PROBLEM TO WORK ON:
Within the records below, how many lines hold the word "linejoin"? Only the number should be returned.

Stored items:
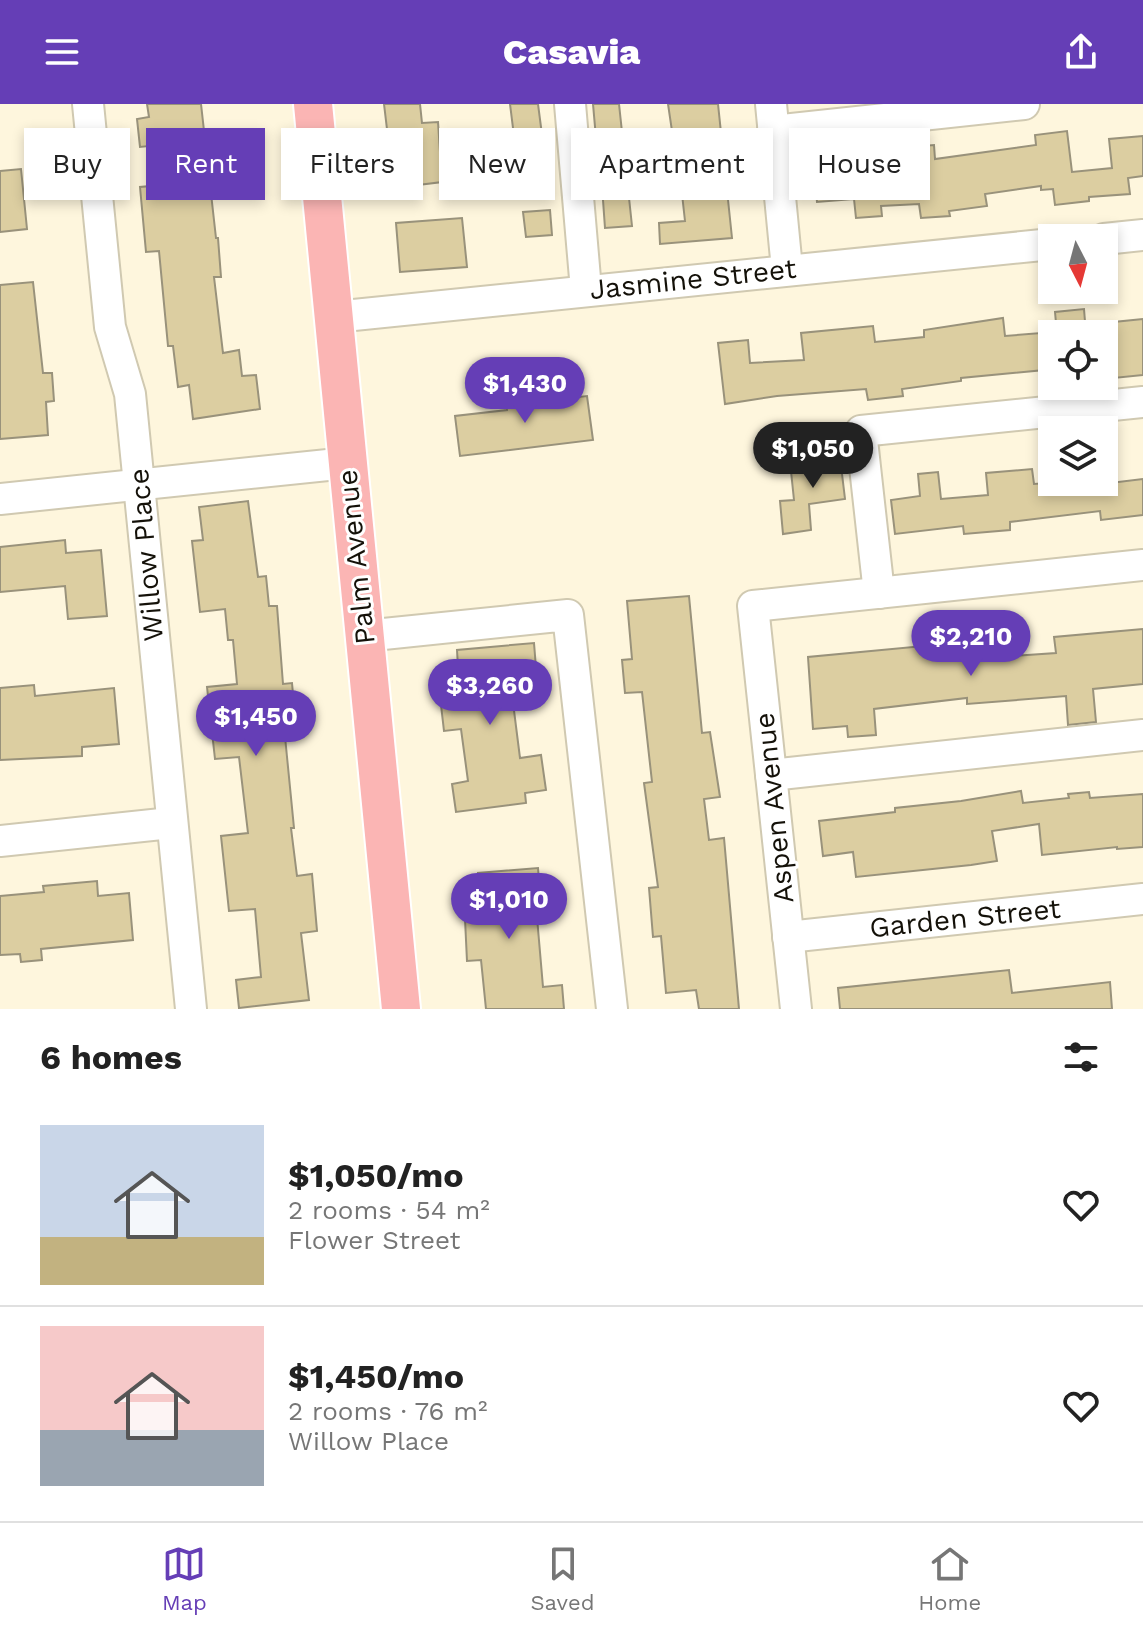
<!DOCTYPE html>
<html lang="en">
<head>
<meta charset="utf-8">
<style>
	body { margin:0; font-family:"Work Sans",sans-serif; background:#f2f2f2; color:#222; height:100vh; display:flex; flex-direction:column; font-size:30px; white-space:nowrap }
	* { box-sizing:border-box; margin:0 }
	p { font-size:26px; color:#767676 }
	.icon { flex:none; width:44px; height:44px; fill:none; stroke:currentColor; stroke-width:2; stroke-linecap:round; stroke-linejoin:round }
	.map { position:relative; height:905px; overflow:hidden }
	.sheet { display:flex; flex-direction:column; background:#fff; flex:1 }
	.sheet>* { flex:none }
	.hud { position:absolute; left:24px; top:24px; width:1096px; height:72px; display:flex; gap:16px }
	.needle { width:52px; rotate:174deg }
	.tools { position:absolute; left:1038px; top:120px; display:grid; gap:16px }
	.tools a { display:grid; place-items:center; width:80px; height:80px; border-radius:0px; background:#fff; box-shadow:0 4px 12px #0003; font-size:40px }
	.price { position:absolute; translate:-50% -68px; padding:0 18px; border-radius:28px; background:#653eb6; color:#fff; font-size:26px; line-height:52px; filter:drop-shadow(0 2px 4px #0008) }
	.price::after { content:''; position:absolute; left:50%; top:48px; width:24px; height:18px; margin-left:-12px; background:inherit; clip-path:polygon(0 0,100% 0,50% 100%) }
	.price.selected { background:#222; color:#fff }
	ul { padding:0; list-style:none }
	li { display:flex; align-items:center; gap:24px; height:200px; padding:0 40px }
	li+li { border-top:2px solid #e0e0e0 }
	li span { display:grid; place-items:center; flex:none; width:224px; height:160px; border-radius:0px; color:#555 }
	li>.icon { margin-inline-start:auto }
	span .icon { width:96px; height:96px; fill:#fffc; stroke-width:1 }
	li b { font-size:34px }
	h2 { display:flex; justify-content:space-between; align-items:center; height:96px; padding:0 40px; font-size:34px }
	.chip { padding:0 28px; border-radius:0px; background:#fff; box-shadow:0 4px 12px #0003; font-size:28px; line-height:72px }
	.chip.selected { background:#653eb6; color:#fff }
	header { display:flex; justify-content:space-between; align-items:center; height:104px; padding:0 40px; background:#653eb6; color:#fff; font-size:36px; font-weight:800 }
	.dock { display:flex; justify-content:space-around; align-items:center; height:112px; border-top:2px solid #e0e0e0; background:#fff; font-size:22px; color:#767676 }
	.dock a { display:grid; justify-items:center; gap:4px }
	.dock .selected { color:#653eb6 }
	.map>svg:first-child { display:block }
	.building { fill:#dccea1; stroke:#99927b; stroke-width:2 }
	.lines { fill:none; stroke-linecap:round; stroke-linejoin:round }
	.minor-casing { stroke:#d0c9b1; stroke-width:34 }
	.major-casing { stroke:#fff; stroke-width:42 }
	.minor { stroke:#fff; stroke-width:30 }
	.major { stroke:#fbb5b4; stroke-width:38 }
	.labels { text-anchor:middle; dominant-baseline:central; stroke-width:6; stroke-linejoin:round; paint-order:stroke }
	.street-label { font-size:28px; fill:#141109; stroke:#fff }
</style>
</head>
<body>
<header><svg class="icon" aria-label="menu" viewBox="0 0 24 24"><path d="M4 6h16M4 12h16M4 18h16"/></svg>Casavia<svg class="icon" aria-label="share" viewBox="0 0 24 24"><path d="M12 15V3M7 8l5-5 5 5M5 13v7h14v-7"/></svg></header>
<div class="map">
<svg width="1143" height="905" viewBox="0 0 1143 905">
	<rect width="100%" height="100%" fill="#fef6dd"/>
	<g class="building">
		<polygon points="147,0 201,0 216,134 218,134 221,173 214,173 223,249 239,246 242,272 256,271 260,305 193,315 189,281 178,283 173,242 168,242 159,147 146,148 140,83 162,81 158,41 140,43 137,15 149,13"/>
		<polygon points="384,0 420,0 422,19 438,18 442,78 394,84"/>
		<polygon points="510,0 538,0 547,69 519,72"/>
		<polygon points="593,0 619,0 632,122 605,124 601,68 599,68"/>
		<polygon points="668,0 718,0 732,134 660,140 659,119 685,117 675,27 672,27"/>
		<polygon points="1067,27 1072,68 1112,64 1109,35 1143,32 1143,72 1128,74 1130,90 1089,93 1089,97 1055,101 1053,85 1041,86 1041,82 985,90 987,102 949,107 950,112 921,114 919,100 881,102 882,112 856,114 854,95 817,98 814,62 898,55 897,44 934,41 935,55 1036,41 1035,31"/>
		<polygon points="21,65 27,125 0,128 0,67"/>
		<polygon points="550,106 552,131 526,133 523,108"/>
		<polygon points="462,114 467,163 400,168 396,119"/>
		<polygon points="33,178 43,269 52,269 54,297 46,298 48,331 0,335 0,181"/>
		<polygon points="1084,205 1086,230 1057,230 1055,208"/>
		<polygon points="1003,214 1005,232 1041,229 1044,266 961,274 961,277 902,285 903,292 868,296 866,285 777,292 725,300 718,239 748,236 750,259 804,256 801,229 873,222 875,238 924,233 924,226"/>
		<polygon points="1143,215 1143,271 1104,275 1104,219"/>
		<polygon points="534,286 536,298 587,292 593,336 460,352 455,312 507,306 505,290"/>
		<polygon points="839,345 845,395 809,400 811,426 783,430 780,397 794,396 791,367 815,364 814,347"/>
		<polygon points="1032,365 1034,380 1060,378 1061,385 1143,375 1143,411 1101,416 1100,407 1010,418 1010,426 964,430 963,422 895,430 891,396 920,392 918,370 938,368 941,395 988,391 986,369"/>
		<polygon points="248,397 258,473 266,472 269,502 277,502 283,580 292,579 294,601 282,602 294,724 291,724 297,772 312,770 317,827 301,829 309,896 239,904 236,876 261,873 255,805 229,807 221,732 248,729 239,653 215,655 207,583 237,580 233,536 228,536 225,505 200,508 192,437 203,436 199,403"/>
		<polygon points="65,436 66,449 101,446 107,512 68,515 65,482 0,488 0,443"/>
		<polygon points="689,492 702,629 710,628 720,693 704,695 709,736 724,734 739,905 699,905 696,886 666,889 661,832 653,833 649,784 658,783 644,679 652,678 642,588 625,589 622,556 632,555 627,497"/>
		<polygon points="1143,525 1143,580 1093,585 1096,618 1068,621 1066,592 967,600 967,594 874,605 876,631 848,633 847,622 813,625 808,553 934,541 936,553 1010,547 1011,552 1056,549 1054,533"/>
		<polygon points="534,539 536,564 514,565 515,575 510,575 520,654 541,651 546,686 525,689 526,699 456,708 452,680 468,677 461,625 444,627 441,601 445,601 442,564 458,563 457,546"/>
		<polygon points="34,581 35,592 114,584 119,640 82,643 82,652 0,656 0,584"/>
		<polygon points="1021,687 1023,699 1069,694 1068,690 1089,688 1090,694 1143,690 1143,743 1117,745 1117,743 1042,751 1039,720 992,727 997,757 971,761 856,773 853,748 823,752 819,717 895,708 895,704 961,697"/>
		<polygon points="538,764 540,789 535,790 543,883 562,881 564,905 486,905 481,856 467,857 464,794 480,792 478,769"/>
		<polygon points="97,777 98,792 129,789 133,836 41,845 42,856 21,858 20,850 0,851 0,792 44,788 43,782"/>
		<polygon points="1009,866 1012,889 1110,878 1112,905 840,905 838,884"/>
	</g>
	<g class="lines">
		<defs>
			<g id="minor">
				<polyline points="88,0 110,223 130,290 191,905"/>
				<polyline points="570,0 586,186"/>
				<polyline points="771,0 787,165"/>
				<polyline points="773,27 1024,0"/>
				<polyline points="1104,135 1143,131"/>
				<polyline points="334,213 1052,140"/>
				<polyline points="0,395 347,359"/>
				<polyline points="879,489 861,327 1143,298"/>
				<polyline points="364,532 568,511 612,905"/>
				<polyline points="771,671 1143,631"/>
				<polyline points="0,737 171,719"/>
				<polyline points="788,833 1143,795"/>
				<polyline points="796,905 753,502 1143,461"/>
			</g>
			<polyline id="major" points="313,0 401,905"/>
		</defs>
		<use href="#minor" class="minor-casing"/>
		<use href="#major" class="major-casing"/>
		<use href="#minor" class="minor"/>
		<use href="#major" class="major"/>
	</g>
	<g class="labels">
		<g class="street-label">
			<text transform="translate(693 175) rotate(-6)">Jasmine Street</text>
			<text transform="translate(146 451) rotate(-95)">Willow Place</text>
			<text transform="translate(356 453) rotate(-96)">Palm Avenue</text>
			<text transform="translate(774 704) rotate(-96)">Aspen Avenue</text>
			<text transform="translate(965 814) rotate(-6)">Garden Street</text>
		</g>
	</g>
</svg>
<div class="tools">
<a><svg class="needle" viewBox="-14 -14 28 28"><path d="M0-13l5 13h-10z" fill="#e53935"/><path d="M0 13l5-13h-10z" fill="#767676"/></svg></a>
<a><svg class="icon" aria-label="locate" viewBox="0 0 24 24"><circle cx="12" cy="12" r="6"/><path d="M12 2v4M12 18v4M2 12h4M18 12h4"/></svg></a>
<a><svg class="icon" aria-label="layers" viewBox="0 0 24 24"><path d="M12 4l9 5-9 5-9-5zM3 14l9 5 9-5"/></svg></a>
</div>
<b class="price" style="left:525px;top:321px">$1,430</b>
<b class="price selected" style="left:813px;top:386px">$1,050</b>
<b class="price" style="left:971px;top:574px">$2,210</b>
<b class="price" style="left:490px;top:623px">$3,260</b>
<b class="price" style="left:256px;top:654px">$1,450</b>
<b class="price" style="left:509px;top:837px">$1,010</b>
<div class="hud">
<a class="chip">Buy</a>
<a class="chip selected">Rent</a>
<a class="chip">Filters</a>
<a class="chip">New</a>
<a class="chip">Apartment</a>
<a class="chip">House</a>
</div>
</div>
<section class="sheet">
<h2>6 homes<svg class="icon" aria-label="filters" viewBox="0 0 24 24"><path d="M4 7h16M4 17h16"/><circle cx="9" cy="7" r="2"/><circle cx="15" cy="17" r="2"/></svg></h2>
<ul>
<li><span style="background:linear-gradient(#c9d6e8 70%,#c2b280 0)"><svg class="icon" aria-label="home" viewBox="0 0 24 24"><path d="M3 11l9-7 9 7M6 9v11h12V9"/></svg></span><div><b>$1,050/mo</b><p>2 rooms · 54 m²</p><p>Flower Street</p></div><svg class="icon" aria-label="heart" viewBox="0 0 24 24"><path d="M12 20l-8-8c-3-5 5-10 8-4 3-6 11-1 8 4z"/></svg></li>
<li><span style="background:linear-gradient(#f6c9c9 65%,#9aa5b1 0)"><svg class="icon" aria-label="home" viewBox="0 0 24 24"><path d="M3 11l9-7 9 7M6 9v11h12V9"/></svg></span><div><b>$1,450/mo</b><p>2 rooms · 76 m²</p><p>Willow Place</p></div><svg class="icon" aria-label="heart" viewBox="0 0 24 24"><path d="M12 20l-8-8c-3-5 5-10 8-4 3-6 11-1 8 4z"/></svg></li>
</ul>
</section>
<nav class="dock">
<a class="selected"><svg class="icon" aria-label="map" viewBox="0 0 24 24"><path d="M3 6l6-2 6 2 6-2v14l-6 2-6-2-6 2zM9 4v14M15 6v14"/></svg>Map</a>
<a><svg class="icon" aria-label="saved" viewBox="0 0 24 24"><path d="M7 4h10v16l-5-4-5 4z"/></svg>Saved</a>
<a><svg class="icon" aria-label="home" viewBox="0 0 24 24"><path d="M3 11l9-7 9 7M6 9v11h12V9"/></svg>Home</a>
</nav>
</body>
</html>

ANSWER FOR THE TASK:
3